◆ **Dataset entries**
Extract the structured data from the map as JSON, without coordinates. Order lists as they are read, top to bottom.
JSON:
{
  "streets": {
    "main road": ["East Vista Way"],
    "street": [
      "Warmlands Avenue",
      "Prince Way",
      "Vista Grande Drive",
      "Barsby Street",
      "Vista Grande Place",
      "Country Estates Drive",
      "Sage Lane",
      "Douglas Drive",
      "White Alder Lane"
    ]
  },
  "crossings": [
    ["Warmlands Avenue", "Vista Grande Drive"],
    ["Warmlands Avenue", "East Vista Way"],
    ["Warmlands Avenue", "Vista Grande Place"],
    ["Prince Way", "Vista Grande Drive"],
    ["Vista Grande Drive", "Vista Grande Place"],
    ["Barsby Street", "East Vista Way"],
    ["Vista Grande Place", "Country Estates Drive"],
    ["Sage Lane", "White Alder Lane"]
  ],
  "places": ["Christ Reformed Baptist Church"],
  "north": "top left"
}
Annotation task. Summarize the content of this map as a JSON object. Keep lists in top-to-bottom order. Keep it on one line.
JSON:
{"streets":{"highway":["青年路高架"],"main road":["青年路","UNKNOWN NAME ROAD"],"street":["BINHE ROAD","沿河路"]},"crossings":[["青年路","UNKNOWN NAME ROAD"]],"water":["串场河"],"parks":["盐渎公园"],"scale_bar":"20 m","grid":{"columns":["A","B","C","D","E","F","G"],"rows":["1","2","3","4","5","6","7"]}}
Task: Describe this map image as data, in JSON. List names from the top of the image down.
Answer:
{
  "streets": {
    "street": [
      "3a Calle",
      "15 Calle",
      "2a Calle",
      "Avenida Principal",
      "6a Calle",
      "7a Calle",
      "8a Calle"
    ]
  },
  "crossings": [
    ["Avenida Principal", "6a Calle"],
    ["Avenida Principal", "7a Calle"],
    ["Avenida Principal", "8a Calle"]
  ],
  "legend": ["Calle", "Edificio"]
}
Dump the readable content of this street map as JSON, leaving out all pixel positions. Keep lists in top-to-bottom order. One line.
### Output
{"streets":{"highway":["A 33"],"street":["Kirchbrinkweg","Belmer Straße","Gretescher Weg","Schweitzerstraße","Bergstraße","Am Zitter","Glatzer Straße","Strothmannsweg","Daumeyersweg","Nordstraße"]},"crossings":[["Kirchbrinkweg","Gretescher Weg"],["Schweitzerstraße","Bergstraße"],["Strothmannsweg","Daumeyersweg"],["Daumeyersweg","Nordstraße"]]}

◆ **EXERCISE DETAILS**
Using the data above, count the lines that hold the string "this". Report the number and nothing else.

◆ **REPLY**
3